The purpose of this paper is to present a physics-based model for the force-dependent unwinding and rewinding rates of the nucleosome inner turn, that well describes recent experimentally measured unwinding and rewinding rates, shown in Fig. 2 [22]. To this end, we first develop a simple coarse-grained model for the histone-DNA free-energy landscape that incorporates both the elastic free-energy barrier described in Refs. [12,16,23] and specific histone-DNA bonds, as indicated in Ref. [19]. Secondly, we present a theoretical expression for the rate of transitions across a piecewise linear free-energy landscape with multiple minima and maxima. Thirdly, we combine our model free-energy landscape, approximated as a piecewise linear function, and our theoretical expression for the transition rates across a piecewise-linear landscape to construct a model for the force-dependent unwinding and rewinding rates of the nucleosome inner turn.
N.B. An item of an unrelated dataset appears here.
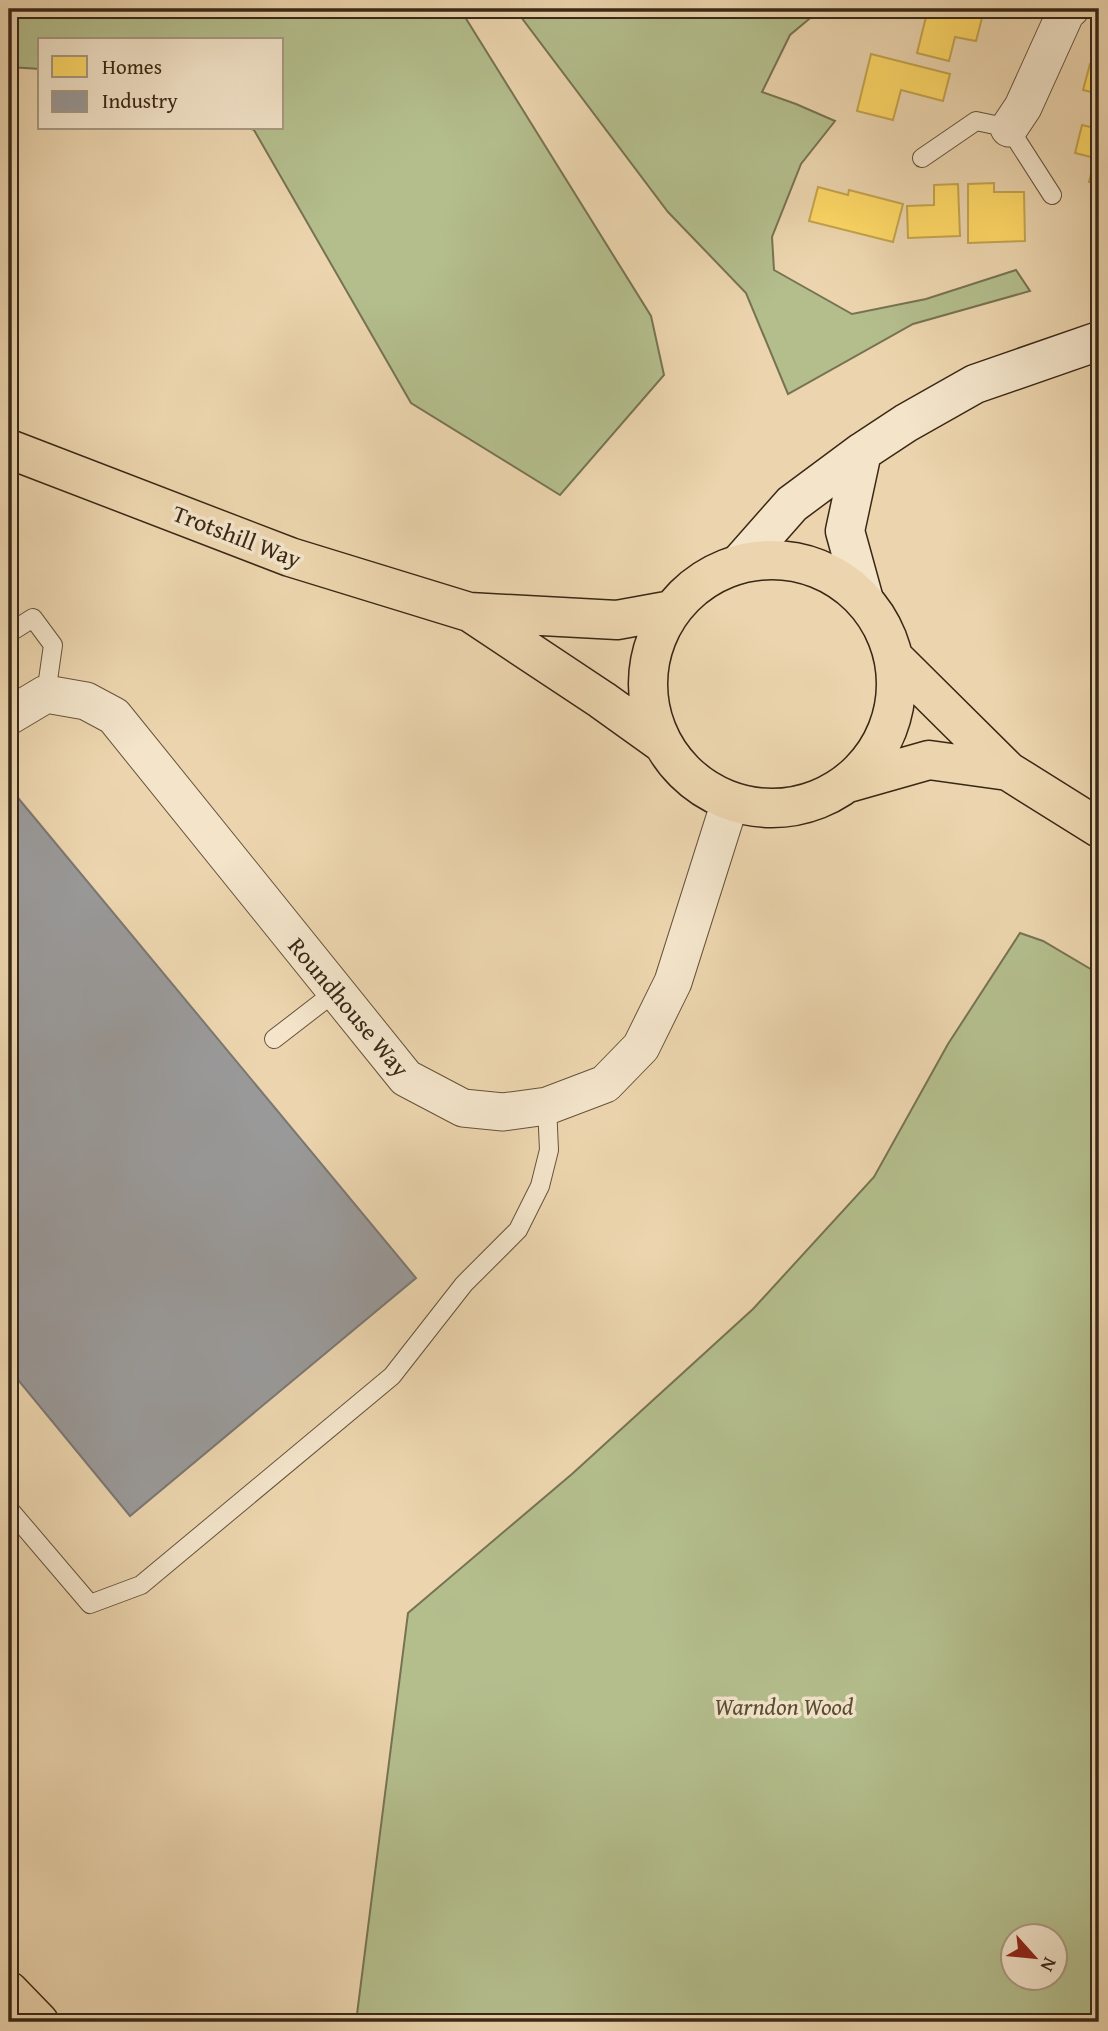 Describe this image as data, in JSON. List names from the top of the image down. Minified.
{"streets":{"main road":["Trotshill Way"],"street":["Roundhouse Way"]},"crossings":[["Trotshill Way","Roundhouse Way"]],"parks":["Warndon Wood"],"legend":["Homes","Industry"],"north":"bottom right"}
Finally, we demonstrate by least-mean-squares fitting that this model provides a good description of the observed force-dependence of the unwinding and rewinding rates of the nucleosome inner turn, as shown as the solid and dashed lines in Fig. 2. At high forces, an additional ad hoc term is required to describe the data, which we interpret as an indication of an alternate high-force nucleosome disassembly pathway, that bypasses simple unwinding. Nevertheless, the good agreement between our measurements and our model at lower forces indicates that both specific histone-DNA contacts and an elastic free-energy barrier play essential roles for nucleosome winding and unwinding, and it quantifies their relative contributions.

FIG. 2.

(Color online) Comparison of the unwinding and rewinding rates of the nucleosome inner turn for nucleosomes containing H4 (red) or H4-R45H (blue) as a function of force. Circles correspond to the unwinding rate (k_1→0). Squares correspond to the rewinding rate (k_0→1). The solid and dashed lines are results of least-mean-squares fits to the model described in the text. The upper dashed line and squares correspond to H4. The lower dashed line and squares correspond to H4-R45H. The upper solid line and circles correspond to H4-R45H. The lower solid line and circles correspond to H4. The dotted line is the model, but omitting the ad hoc term, described in the text.

II. EXPERIMENTAL REVIEW

Using optical tweezers, Brower-Toland et al. [10] studied the forced unwinding of nucleosome arrays, assembled from natural avian histones on a sequence of DNA containing 17 tandem repeats of the 5S rRNA nucleosome positioning sequence. They found that under tension a length of DNA equivalent to about 75 bp per nucleosome unwinds apparently continuously at lower forces, corresponding to unwinding of the nucleosome outer turn of DNA. At higher forces, the force-versus-extension curve shows discrete jumps, each of about 75 bp, each of which corresponds to unwinding the inner turn of DNA. Brower-Toland et al. ascribed the observed gradual unwinding of the nucleosome outer turn to relatively weak outer-turn histone-DNA interactions, and the high-force unwinding of the nucleosome inner turn—the transition from state 1 to state 0—to the sudden disruption of strong histone-DNA interactions, located between 35 and 45 base pairs either side of the nucleosome dyad.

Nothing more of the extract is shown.